Pair Corralation between Citizens Financial and Columbia Financial
Assuming the 90 days trading horizon Citizens Financial Group is expected to generate 0.69 times more return on investment than Columbia Financial. However, Citizens Financial Group is 1.44 times less risky than Columbia Financial. It trades about 0.04 of its potential returns per unit of risk. Columbia Financial is currently generating about 0.0 per unit of risk. If you would invest 1,806 in Citizens Financial Group on August 31, 2024 and sell it today you would earn a total of 333.00 from holding Citizens Financial Group or generate 18.44% return on investment over 90 days.

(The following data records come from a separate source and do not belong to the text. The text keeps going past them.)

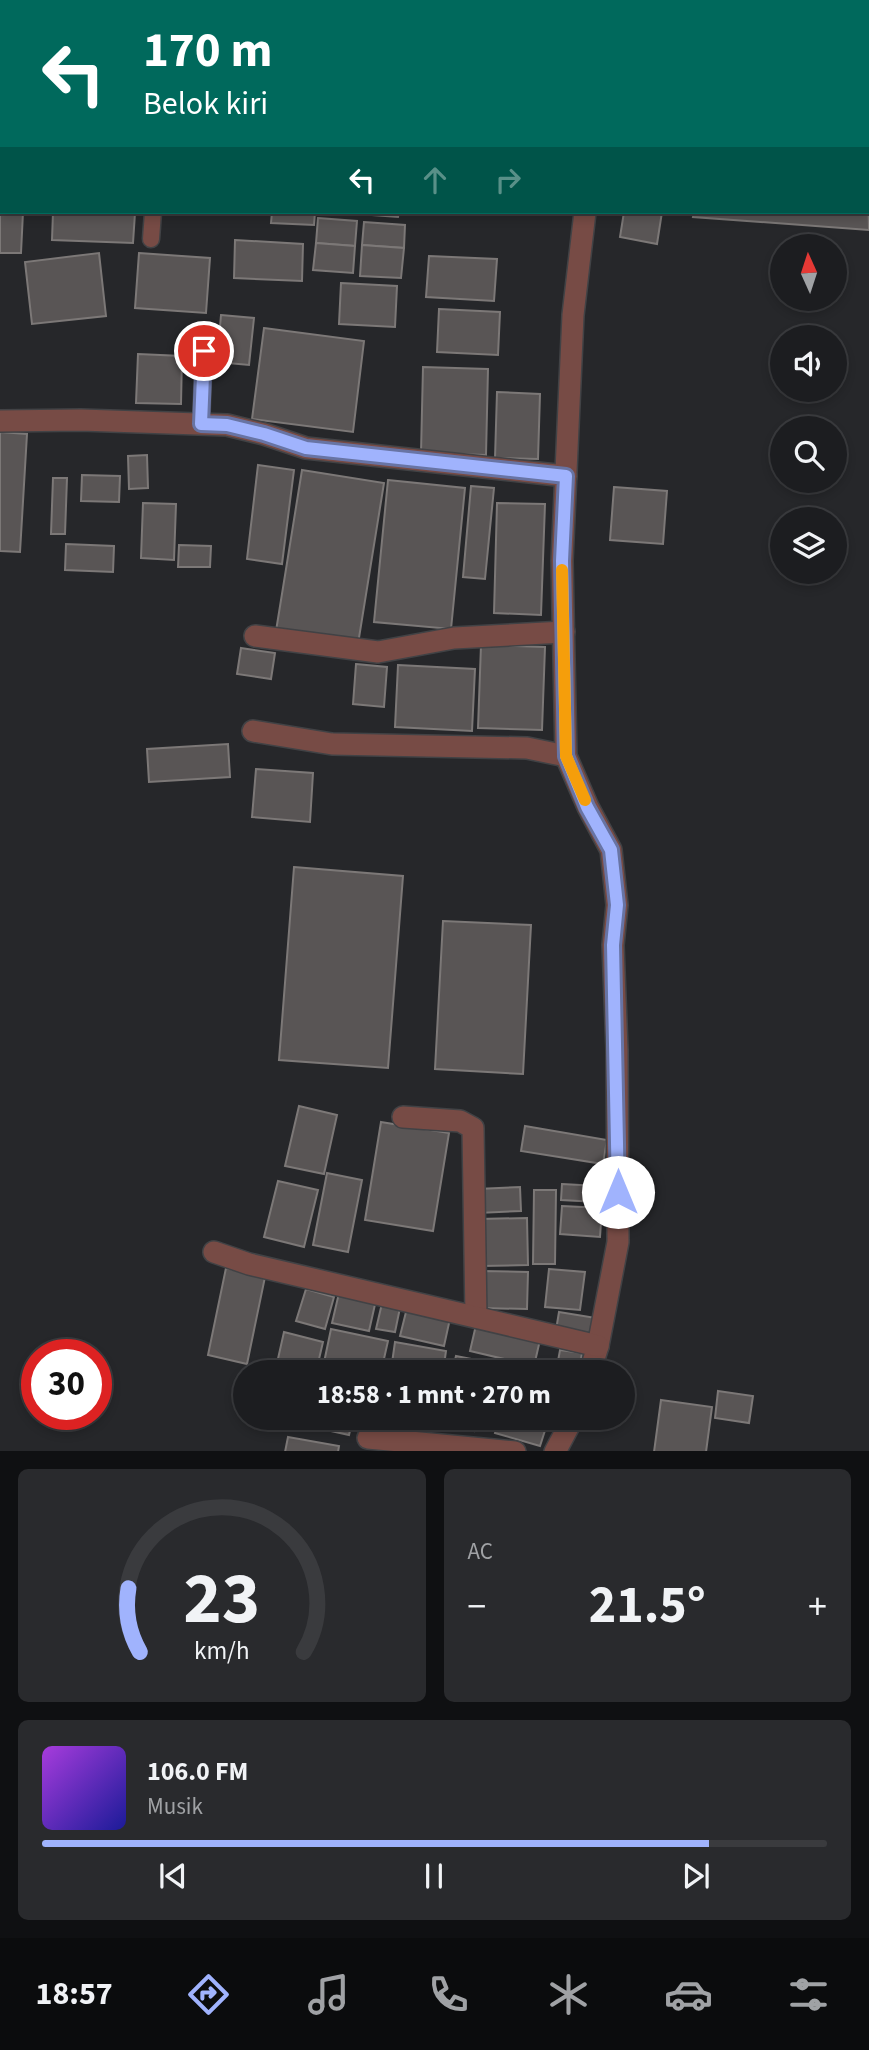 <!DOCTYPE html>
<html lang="id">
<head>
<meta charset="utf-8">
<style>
  body { margin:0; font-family:"Source Sans 3",sans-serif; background:#292a2d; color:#f1f3f6; height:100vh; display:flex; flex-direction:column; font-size:26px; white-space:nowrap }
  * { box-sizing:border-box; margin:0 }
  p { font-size:23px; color:#a0a2a5 }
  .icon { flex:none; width:38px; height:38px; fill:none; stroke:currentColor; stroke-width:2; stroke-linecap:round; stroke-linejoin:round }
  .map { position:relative; height:1451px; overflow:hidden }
  .sheet { display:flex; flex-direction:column; gap:18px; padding:18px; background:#0f1012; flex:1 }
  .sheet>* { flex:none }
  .top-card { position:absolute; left:0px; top:0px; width:870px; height:214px; box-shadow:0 4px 10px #0003,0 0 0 2px #3a3b3e; background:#00695c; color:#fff; overflow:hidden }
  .needle { width:46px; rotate:357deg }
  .fabs { position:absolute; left:770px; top:234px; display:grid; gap:14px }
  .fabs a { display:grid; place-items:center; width:77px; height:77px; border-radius:50%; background:#1c1d20; box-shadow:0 4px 10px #0003,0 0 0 2px #3a3b3e; font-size:35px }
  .speed { position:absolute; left:21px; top:1339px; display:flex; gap:14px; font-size:35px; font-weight:700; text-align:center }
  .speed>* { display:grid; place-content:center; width:91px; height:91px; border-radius:50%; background:#1c1d20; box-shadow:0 4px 10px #0003,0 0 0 2px #3a3b3e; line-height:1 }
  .speed .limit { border:10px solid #d22; background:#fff; color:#111 }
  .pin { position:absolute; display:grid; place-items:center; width:60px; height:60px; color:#fff; margin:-30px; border:4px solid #fff; border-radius:50%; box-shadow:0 2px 7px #0007 }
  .me { position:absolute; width:77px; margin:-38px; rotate:0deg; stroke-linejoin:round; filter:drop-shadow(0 0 5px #0008) }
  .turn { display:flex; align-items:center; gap:24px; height:147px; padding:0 28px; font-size:32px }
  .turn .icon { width:91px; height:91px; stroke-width:2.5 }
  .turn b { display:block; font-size:49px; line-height:60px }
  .lanes { display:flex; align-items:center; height:66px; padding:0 28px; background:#0003; justify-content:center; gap:35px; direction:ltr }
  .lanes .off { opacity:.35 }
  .big { font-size:52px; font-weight:700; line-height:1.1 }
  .sheet .tile { flex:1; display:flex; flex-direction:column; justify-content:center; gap:10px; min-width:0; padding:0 24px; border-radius:10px; background:#292a2d }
  .sheet .dial { align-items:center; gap:0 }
  .dial svg { height:182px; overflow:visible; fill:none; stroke:#3a3b3e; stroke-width:7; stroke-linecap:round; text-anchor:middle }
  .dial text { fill:#f1f3f6; stroke:none }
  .song { display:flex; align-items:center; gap:21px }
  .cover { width:84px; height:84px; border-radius:10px; background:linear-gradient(135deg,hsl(280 70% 55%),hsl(240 70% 35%)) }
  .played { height:7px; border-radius:4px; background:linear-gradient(90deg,#a0b3fd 85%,#3a3b3e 85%) }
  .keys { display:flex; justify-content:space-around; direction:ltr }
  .heat { display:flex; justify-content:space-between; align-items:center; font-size:38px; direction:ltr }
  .sheet .tiles { flex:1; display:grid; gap:18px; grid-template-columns:1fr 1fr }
  .tile:last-child { grid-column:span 2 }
  .trip { position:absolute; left:233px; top:1360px; width:402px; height:70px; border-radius:35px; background:#1c1d20; box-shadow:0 4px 10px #0003,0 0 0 2px #3a3b3e; font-weight:700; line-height:70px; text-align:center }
  .tabs { display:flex; height:112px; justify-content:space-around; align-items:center; background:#0b0c0d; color:#a0a2a5 }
  .tabs .icon { width:49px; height:49px }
  .tabs .current { color:#a0b3fd }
  .tabs b { font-size:32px; color:#f1f3f6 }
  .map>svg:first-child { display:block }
</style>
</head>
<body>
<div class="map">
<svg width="869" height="1452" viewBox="0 0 869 1452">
  <rect width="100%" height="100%" fill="#26272a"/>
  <!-- building -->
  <g fill="#595555" stroke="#7c7877" stroke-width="2">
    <rect x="76" y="0" width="97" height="2"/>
    <polygon points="868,182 869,230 693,217 694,212 868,212"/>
    <polygon points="0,192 2,192 2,212 23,212 21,253 0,253"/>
    <polygon points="53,212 135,213 133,243 52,240"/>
    <polygon points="272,212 315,212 314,225 271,223"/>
    <polygon points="359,212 399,212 398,217 359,214"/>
    <polygon points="624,212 662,212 657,244 620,237"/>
    <polygon points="318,218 357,221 355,246 316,243"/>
    <polygon points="364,222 405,225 404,248 362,245"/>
    <polygon points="235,240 303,244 302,281 234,278"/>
    <polygon points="316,243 355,246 353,273 313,270"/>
    <polygon points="362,245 404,248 401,278 360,276"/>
    <polygon points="99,253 106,316 32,324 25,262"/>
    <polygon points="139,253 210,258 206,313 135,308"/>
    <polygon points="429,256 497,259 494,301 426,297"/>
    <polygon points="341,283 397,286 395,327 339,324"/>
    <polygon points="439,309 500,312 498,355 437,352"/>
    <polygon points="221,315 254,318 249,365 217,362"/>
    <polygon points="264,328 364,341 353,432 252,419"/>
    <polygon points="138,354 182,356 181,404 136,403"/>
    <polygon points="423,367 488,369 486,455 421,453"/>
    <polygon points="497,392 540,394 538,459 495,458"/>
    <polygon points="0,432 27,434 20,552 0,551"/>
    <polygon points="147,455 148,488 129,489 128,456"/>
    <polygon points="258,465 294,470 282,564 247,559"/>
    <polygon points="302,470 384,483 358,644 276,631"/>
    <polygon points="82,475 120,476 119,502 81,501"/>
    <polygon points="53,478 67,478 65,534 51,534"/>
    <polygon points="388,480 465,488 451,629 374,622"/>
    <polygon points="471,486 494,488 485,579 463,577"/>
    <polygon points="614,487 667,491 663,544 610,540"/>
    <polygon points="143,503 176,504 174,560 141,558"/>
    <polygon points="497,503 545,504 541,615 494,613"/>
    <polygon points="66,544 114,546 113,572 65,570"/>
    <polygon points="179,545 211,546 210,567 178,567"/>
    <polygon points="481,645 545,647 542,730 478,728"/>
    <polygon points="241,648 275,653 271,679 237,674"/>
    <polygon points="356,664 387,667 384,707 353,704"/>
    <polygon points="398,665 475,669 472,731 395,727"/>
    <polygon points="228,744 230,777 149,782 147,749"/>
    <polygon points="256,769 313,773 310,822 252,817"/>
    <polygon points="294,867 403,876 388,1068 279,1060"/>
    <polygon points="443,921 531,925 523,1074 435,1069"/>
    <polygon points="299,1106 337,1115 324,1174 285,1166"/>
    <polygon points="381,1122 449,1133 433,1231 365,1220"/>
    <polygon points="525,1126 607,1140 603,1164 521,1151"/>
    <polygon points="327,1173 362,1180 348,1252 313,1245"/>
    <polygon points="278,1181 318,1190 304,1247 264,1237"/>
    <polygon points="562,1184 598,1186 597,1202 561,1200"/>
    <polygon points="520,1187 521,1211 478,1213 477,1189"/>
    <polygon points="534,1190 556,1190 555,1264 533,1264"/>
    <polygon points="562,1206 602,1208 600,1237 560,1234"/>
    <polygon points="527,1218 528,1265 481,1266 479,1219"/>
    <polygon points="226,1268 265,1277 247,1364 208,1355"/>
    <polygon points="549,1269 585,1272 580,1310 545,1307"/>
    <polygon points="482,1271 528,1272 527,1309 481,1308"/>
    <polygon points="306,1289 334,1297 325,1329 296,1321"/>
    <polygon points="339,1293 376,1300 369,1331 332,1323"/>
    <polygon points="383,1299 401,1303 395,1332 376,1329"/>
    <polygon points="408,1304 451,1314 444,1346 400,1336"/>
    <polygon points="559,1312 596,1318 593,1336 556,1330"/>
    <polygon points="476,1325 540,1340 534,1366 470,1351"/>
    <polygon points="331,1329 388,1341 381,1372 322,1372"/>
    <polygon points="284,1332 323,1342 316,1372 275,1372"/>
    <polygon points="395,1342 446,1351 443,1372 392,1363"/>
    <polygon points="560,1350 582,1353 579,1372 556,1372"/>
    <polygon points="456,1356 487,1362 485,1372 452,1372"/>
    <polygon points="392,1363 441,1372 390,1372"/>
    <polygon points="718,1391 753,1396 749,1423 715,1418"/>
    <polygon points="661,1400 712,1407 706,1452 654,1452"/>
    <polygon points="249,1418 280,1418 278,1430 248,1424"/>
    <polygon points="287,1418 353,1418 349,1435 286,1421"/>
    <polygon points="437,1418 477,1418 474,1431 436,1424"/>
    <polygon points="499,1418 549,1418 540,1446 495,1433"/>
    <polygon points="288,1437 339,1446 338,1452 285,1452"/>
  </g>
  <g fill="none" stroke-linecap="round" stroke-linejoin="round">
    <defs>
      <g id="lane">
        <polyline points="151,239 153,212"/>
        <polyline points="201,424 204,350"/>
      </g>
      <g id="street">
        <polyline points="176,2 176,0"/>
        <polyline points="624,2 624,0"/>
        <polyline points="0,123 2,124"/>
        <polyline points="868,129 869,130"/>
        <polyline points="585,212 573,315 562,561 566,756 588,807 611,850 617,905 613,945 617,1050 618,1242 598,1346 590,1372"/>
        <polyline points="0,421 81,420 227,425 264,434 306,448 566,476"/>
        <polyline points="255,636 378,652 454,638 564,632"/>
        <polyline points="253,731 332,744 527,748 566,756"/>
        <polyline points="403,1117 460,1121 473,1128 476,1317"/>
        <polyline points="214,1252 249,1264 598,1346"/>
        <polyline points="368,1438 515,1452"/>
        <polyline points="555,1452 573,1418"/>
      </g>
    </defs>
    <!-- lane casing -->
    <use href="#lane" stroke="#414245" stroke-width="19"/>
    <!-- street casing -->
    <use href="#street" stroke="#414245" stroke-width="24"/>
    <!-- lane -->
    <use href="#lane" stroke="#774b45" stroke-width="16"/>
    <!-- street -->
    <use href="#street" stroke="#774b45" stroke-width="21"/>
  </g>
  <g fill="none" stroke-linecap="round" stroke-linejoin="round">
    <defs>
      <polyline id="route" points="204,351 201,424 227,425 264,434 306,448 566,476 562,561 566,756 587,807 611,850 617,905 613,945 618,1192"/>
    </defs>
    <!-- route casing -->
    <use href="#route" stroke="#6874a4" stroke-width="18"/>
    <!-- route -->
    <use href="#route" stroke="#a0b3fd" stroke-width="12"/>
    <!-- slow -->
    <polyline stroke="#f59e0b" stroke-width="12" points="562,570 566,756 585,800"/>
  </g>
</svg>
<div class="fabs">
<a><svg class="needle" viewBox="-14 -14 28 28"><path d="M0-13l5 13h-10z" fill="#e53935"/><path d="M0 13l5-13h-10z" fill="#a0a2a5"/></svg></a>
<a><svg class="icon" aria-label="sound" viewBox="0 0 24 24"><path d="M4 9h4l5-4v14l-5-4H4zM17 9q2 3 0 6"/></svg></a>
<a><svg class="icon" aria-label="search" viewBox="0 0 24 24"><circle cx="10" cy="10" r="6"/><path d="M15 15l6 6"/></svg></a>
<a><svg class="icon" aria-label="layers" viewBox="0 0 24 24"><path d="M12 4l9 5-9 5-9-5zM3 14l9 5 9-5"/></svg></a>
</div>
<div class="speed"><div class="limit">30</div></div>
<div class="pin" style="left:204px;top:351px;background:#d93025"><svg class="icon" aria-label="arrive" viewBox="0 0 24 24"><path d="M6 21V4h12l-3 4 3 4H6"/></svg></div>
<svg class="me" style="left:618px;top:1192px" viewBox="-20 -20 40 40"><circle r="19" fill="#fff"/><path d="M0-13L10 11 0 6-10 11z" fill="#a0b3fd"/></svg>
<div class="trip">18:58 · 1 mnt · 270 m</div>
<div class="top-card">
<div class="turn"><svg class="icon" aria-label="left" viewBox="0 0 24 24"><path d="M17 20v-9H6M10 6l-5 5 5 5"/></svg><div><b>170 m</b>Belok kiri</div></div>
<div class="lanes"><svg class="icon" aria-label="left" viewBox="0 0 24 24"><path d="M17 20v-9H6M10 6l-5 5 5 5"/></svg><svg class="icon off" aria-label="ahead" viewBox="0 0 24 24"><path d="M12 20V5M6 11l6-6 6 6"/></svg><svg class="icon off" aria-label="right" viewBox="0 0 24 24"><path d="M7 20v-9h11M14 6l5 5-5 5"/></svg></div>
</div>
</div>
<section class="sheet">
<div class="tiles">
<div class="tile dial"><svg viewBox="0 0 100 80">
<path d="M14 69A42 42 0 1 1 86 69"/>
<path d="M14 69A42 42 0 0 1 9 41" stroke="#a0b3fd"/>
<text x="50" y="56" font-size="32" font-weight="700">23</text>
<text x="50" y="72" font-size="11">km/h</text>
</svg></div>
<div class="tile"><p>AC</p>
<div class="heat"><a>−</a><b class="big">21.5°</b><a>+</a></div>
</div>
<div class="tile">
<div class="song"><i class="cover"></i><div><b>106.0 FM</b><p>Musik</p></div></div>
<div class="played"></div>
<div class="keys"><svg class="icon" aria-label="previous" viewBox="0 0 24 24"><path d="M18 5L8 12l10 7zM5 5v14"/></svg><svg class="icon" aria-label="pause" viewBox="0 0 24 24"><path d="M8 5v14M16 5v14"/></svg><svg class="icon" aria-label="next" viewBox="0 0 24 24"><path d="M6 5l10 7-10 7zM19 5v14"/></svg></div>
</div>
</div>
</section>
<nav class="tabs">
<b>18:57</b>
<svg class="icon current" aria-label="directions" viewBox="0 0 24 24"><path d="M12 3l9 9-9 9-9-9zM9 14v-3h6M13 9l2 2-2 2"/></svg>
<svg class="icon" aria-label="music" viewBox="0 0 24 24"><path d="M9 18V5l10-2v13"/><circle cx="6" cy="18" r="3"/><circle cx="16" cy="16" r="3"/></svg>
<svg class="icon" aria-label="phone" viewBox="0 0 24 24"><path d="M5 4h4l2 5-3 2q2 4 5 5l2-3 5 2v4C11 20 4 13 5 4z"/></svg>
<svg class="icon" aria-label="climate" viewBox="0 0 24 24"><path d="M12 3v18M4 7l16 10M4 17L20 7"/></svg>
<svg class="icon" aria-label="car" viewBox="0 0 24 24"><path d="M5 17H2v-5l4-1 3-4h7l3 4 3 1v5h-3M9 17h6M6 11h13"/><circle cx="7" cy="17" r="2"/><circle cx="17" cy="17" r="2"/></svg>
<svg class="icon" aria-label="filters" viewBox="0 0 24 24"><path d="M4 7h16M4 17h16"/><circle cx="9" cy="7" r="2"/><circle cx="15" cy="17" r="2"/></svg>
</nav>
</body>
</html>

Time Period | 3 Months [change] |
Direction | Moves Against |
Strength | Very Weak |
Accuracy | 100.0% |
Values | Daily Returns |
Citizens Financial Group vs. Columbia Financial
Performance |
Timeline |
Citizens Financial |
Columbia Financial |
Citizens Financial and Columbia Financial Volatility Contrast
Predicted Return Density |
Returns |
Pair Trading with Citizens Financial and Columbia Financial
The main advantage of trading using opposite Citizens Financial and Columbia Financial positions is that it hedges away some unsystematic risk. Because of two separate transactions, even if Citizens Financial position performs unexpectedly, Columbia Financial can make up some of the losses. Pair trading also minimizes risk from directional movements in the market. For example, if an entire industry or sector drops because of unexpected headlines, the short position in Columbia Financial will offset losses from the drop in Columbia Financial's long position.Citizens Financial vs. Capital One Financial | Citizens Financial vs. Capital One Financial | Citizens Financial vs. Bank of America | Citizens Financial vs. KeyCorp |
Columbia Financial vs. KeyCorp | Columbia Financial vs. Comerica | Columbia Financial vs. First Horizon National | Columbia Financial vs. Western Alliance Bancorporation |
Check out your portfolio center.Note that this page's information should be used as a complementary analysis to find the right mix of equity instruments to add to your existing portfolios or create a brand new portfolio. You can also try the Portfolio Volatility module to check portfolio volatility and analyze historical return density to properly model market risk.